*** Given information ***
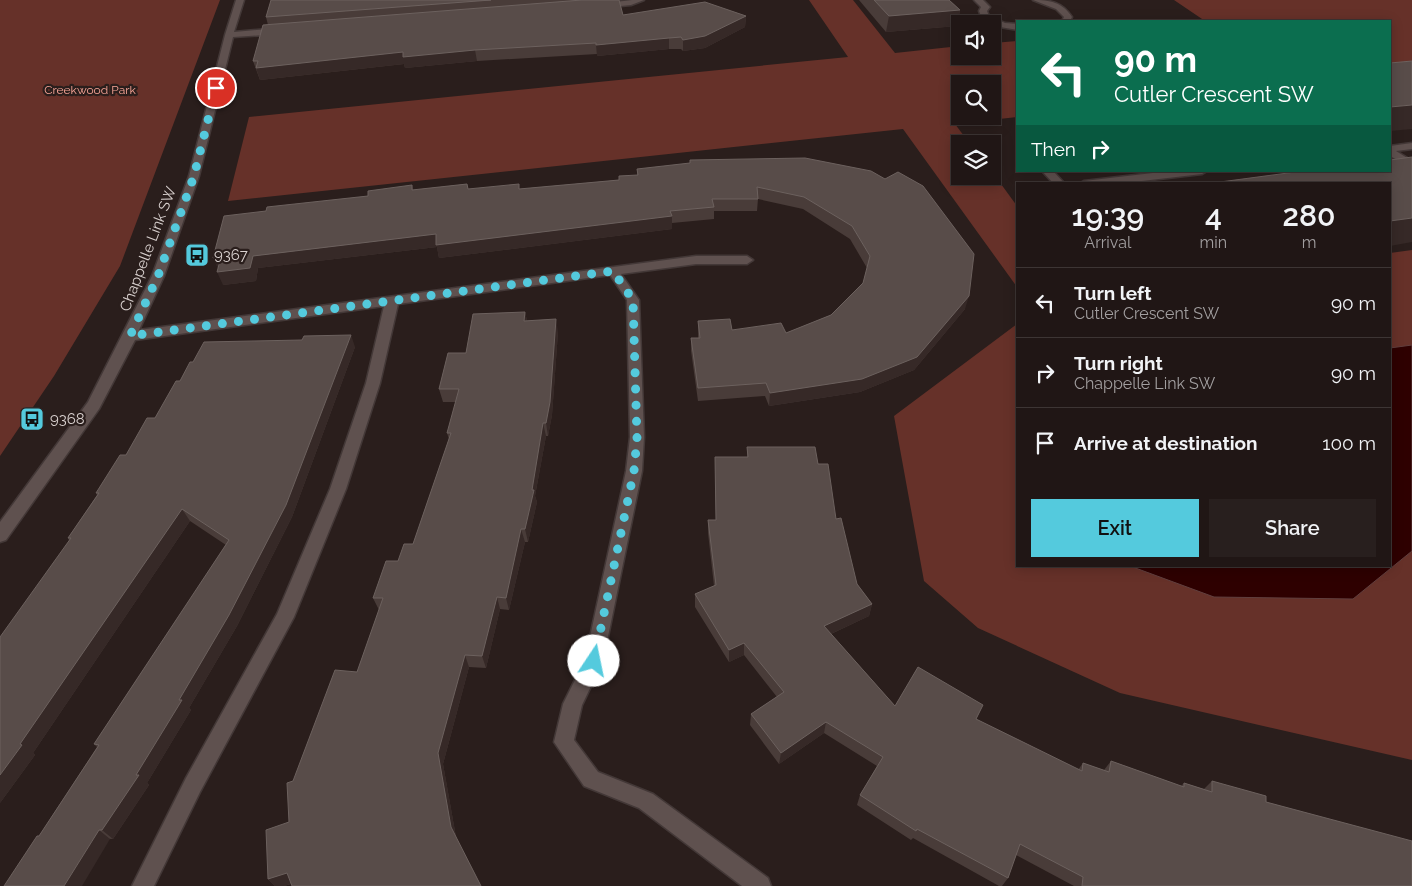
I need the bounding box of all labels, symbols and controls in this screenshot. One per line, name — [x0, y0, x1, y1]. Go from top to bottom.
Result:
map controls — [951, 15, 1001, 185]
button: sound — [951, 15, 1001, 65]
text: 90 m — [1114, 39, 1197, 80]
icon: left — [1031, 40, 1096, 105]
pin — [195, 67, 237, 109]
icon: arrive — [202, 74, 230, 102]
button: search — [951, 75, 1001, 125]
text: Cutler Crescent SW — [1114, 81, 1314, 107]
park label: Creekwood Park — [44, 83, 136, 97]
button: layers — [951, 135, 1001, 185]
icon: right — [1086, 135, 1114, 163]
text: Then — [1031, 138, 1076, 160]
street label: Chappelle Link SW — [116, 184, 180, 314]
text: 19:39 — [1071, 198, 1144, 233]
text: 4 — [1205, 198, 1222, 233]
text: 280 — [1283, 198, 1336, 233]
text: Arrival — [1084, 233, 1131, 252]
text: min — [1200, 233, 1227, 252]
text: m — [1302, 233, 1316, 252]
bus stop icon: 9367 — [184, 242, 210, 268]
place label: 9367 — [214, 246, 248, 264]
text: Turn left — [1074, 282, 1151, 304]
icon: left — [1031, 289, 1059, 317]
text: 90 m — [1331, 292, 1376, 314]
text: Cutler Crescent SW — [1074, 304, 1219, 323]
text: Turn right — [1074, 352, 1163, 374]
icon: right — [1031, 359, 1059, 387]
text: 90 m — [1331, 362, 1376, 384]
text: Chappelle Link SW — [1074, 374, 1215, 393]
bus stop icon: 9368 — [19, 406, 45, 432]
place label: 9368 — [50, 410, 85, 428]
icon: arrive — [1031, 429, 1059, 457]
text: Arrive at destination — [1074, 432, 1258, 454]
text: 100 m — [1322, 432, 1376, 454]
button: Exit — [1031, 499, 1199, 557]
button: Share — [1209, 499, 1376, 557]
position arrow — [567, 634, 619, 686]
***
- _Task details_
Return each record as written, minus its images.

- _Result of the task_
I need the bounding box of all labels, symbols and controls in this screenshot. One per line, name — [x0, y0, x1, y1]. Go from top to bottom.
Result:
map controls — [951, 15, 1001, 185]
button: sound — [951, 15, 1001, 65]
text: 90 m — [1114, 39, 1197, 80]
icon: left — [1031, 40, 1096, 105]
pin — [195, 67, 237, 109]
icon: arrive — [202, 74, 230, 102]
button: search — [951, 75, 1001, 125]
text: Cutler Crescent SW — [1114, 81, 1314, 107]
park label: Creekwood Park — [44, 83, 136, 97]
button: layers — [951, 135, 1001, 185]
icon: right — [1086, 135, 1114, 163]
text: Then — [1031, 138, 1076, 160]
street label: Chappelle Link SW — [116, 184, 180, 314]
text: 19:39 — [1071, 198, 1144, 233]
text: 4 — [1205, 198, 1222, 233]
text: 280 — [1283, 198, 1336, 233]
text: Arrival — [1084, 233, 1131, 252]
text: min — [1200, 233, 1227, 252]
text: m — [1302, 233, 1316, 252]
bus stop icon: 9367 — [184, 242, 210, 268]
place label: 9367 — [214, 246, 248, 264]
text: Turn left — [1074, 282, 1151, 304]
icon: left — [1031, 289, 1059, 317]
text: 90 m — [1331, 292, 1376, 314]
text: Cutler Crescent SW — [1074, 304, 1219, 323]
text: Turn right — [1074, 352, 1163, 374]
icon: right — [1031, 359, 1059, 387]
text: 90 m — [1331, 362, 1376, 384]
text: Chappelle Link SW — [1074, 374, 1215, 393]
bus stop icon: 9368 — [19, 406, 45, 432]
place label: 9368 — [50, 410, 85, 428]
icon: arrive — [1031, 429, 1059, 457]
text: Arrive at destination — [1074, 432, 1258, 454]
text: 100 m — [1322, 432, 1376, 454]
button: Exit — [1031, 499, 1199, 557]
button: Share — [1209, 499, 1376, 557]
position arrow — [567, 634, 619, 686]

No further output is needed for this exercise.